The readiness checklist turns the diagnostics into a clear decision point. If these checks mostly pass, the weighted panel is suitable for Notebook 04; if not, the project would need stronger treatment models or additional covariates.

Save the Weighted Panel and Diagnostics

The next notebook should not refit the propensity models. It should load the weighted panel saved here and focus on estimating the long-term effect. This cell saves the weighted panel plus supporting diagnostics so the modeling choices remain auditable.

weighted_panel_path = PROCESSED_DIR / "kuairec_long_term_weighted_panel.parquet"
propensity_metrics_path = PROCESSED_DIR / "kuairec_long_term_propensity_model_metrics.csv"
weight_diagnostics_path = PROCESSED_DIR / "kuairec_long_term_weight_diagnostics.csv"
balance_diagnostics_path = PROCESSED_DIR / "kuairec_long_term_balance_diagnostics.csv"
readiness_checks_path = PROCESSED_DIR / "kuairec_long_term_weight_readiness_checks.csv"

weighted_panel.to_parquet(weighted_panel_path, index=False)
propensity_model_metrics.to_csv(propensity_metrics_path, index=False)
weight_diagnostics.to_csv(weight_diagnostics_path, index=False)
balance_diagnostics.to_csv(balance_diagnostics_path, index=False)
readiness_checks.to_csv(readiness_checks_path, index=False)

print("Saved Notebook 03 artifacts:")
print(f"- {weighted_panel_path}")
print(f"- {propensity_metrics_path}")
print(f"- {weight_diagnostics_path}")
print(f"- {balance_diagnostics_path}")
print(f"- {readiness_checks_path}")

Saved Notebook 03 artifacts:
- /home/apex/Documents/ranking_sys/data/processed/kuairec_long_term_weighted_panel.parquet
- /home/apex/Documents/ranking_sys/data/processed/kuairec_long_term_propensity_model_metrics.csv
- /home/apex/Documents/ranking_sys/data/processed/kuairec_long_term_weight_diagnostics.csv
- /home/apex/Documents/ranking_sys/data/processed/kuairec_long_term_balance_diagnostics.csv
- /home/apex/Documents/ranking_sys/data/processed/kuairec_long_term_weight_readiness_checks.csv

The weighted panel and diagnostics are now persisted.
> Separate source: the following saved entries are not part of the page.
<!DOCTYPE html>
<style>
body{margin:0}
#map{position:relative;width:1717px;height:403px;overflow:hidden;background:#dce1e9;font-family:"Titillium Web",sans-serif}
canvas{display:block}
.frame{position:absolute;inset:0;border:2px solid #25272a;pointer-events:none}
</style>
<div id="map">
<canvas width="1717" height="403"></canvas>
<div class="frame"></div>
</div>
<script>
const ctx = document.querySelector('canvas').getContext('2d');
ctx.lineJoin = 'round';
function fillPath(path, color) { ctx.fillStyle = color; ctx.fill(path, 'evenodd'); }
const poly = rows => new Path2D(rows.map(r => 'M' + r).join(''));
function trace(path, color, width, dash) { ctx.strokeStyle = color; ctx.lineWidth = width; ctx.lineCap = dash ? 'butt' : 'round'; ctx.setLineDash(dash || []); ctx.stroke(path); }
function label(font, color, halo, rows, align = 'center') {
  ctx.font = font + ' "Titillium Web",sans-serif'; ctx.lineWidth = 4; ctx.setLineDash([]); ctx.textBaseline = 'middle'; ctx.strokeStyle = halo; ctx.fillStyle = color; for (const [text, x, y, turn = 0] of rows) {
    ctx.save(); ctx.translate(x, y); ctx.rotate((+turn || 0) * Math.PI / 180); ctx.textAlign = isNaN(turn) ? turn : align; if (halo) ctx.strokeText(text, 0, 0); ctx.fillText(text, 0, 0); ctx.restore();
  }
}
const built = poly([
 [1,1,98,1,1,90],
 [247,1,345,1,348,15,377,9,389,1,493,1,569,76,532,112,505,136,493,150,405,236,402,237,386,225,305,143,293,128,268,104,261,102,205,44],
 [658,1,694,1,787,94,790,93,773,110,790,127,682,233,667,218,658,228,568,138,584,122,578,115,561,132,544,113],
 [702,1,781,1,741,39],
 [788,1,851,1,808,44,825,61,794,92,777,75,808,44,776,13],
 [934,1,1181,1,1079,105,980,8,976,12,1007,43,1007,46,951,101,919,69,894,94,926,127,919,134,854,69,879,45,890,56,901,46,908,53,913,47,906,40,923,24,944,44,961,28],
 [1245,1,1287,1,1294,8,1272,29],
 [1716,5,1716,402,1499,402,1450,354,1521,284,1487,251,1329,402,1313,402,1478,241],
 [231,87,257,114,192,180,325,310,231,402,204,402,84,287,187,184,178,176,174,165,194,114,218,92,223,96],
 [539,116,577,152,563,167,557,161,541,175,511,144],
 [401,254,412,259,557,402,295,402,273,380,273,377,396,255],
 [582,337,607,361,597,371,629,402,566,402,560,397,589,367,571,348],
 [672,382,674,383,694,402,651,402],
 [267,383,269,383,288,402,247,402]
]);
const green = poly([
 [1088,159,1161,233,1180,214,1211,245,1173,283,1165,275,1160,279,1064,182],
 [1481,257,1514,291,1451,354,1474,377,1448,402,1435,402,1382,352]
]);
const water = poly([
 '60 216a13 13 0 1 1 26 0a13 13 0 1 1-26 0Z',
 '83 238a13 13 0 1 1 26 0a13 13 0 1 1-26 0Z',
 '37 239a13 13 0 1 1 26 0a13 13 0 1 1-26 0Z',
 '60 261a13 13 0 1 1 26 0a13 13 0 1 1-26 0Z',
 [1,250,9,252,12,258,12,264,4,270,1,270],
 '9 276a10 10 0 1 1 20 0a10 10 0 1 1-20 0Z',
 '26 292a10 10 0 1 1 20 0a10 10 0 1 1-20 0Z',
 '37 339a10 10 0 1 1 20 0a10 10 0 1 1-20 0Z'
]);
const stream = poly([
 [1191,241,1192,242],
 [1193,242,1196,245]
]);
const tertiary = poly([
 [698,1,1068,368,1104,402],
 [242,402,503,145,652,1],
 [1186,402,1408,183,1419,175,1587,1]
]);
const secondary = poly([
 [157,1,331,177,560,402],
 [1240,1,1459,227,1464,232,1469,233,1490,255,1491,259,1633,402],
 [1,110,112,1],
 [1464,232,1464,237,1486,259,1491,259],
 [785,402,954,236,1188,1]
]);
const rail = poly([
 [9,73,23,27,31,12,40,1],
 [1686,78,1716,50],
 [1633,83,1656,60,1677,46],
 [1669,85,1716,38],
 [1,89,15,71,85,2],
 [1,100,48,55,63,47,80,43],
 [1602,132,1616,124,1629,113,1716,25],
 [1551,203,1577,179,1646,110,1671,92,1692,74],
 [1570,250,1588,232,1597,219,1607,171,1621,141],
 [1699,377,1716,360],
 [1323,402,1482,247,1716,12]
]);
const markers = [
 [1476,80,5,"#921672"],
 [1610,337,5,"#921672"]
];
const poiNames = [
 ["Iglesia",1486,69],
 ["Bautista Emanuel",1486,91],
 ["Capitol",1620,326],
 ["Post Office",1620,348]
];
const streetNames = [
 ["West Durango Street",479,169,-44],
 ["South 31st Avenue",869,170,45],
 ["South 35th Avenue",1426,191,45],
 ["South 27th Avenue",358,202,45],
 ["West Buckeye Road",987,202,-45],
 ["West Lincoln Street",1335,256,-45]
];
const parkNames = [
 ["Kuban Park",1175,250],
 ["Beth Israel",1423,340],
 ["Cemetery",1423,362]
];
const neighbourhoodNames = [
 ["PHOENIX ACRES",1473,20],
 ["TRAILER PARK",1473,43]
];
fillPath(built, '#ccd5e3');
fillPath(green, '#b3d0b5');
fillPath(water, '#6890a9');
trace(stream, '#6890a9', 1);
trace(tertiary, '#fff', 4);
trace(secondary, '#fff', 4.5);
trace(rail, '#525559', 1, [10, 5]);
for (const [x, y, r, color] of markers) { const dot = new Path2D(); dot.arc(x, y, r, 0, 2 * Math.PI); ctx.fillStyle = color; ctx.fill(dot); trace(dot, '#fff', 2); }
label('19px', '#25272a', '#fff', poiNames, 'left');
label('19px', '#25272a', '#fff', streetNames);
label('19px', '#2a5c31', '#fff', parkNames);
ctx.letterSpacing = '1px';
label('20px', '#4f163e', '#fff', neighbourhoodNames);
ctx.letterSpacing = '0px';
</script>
This creates a clean handoff: Notebook 04 can estimate a marginal structural model using analysis_weight without repeating treatment-assignment modeling.

Takeaways and Next Step

This notebook showed that high-watch exposure is related to pre-treatment user history, which supports the claim that the problem involves time-varying confounding. It then estimated cross-fitted propensity scores, checked overlap and calibration, created stabilized inverse probability weights, and verified whether those weights improve observed covariate balance.

The next notebook should use data/processed/kuairec_long_term_weighted_panel.parquet to estimate the long-term causal effect with a marginal structural model. The default treatment column is treatment, the default outcome column is outcome, and the default weight column is analysis_weight.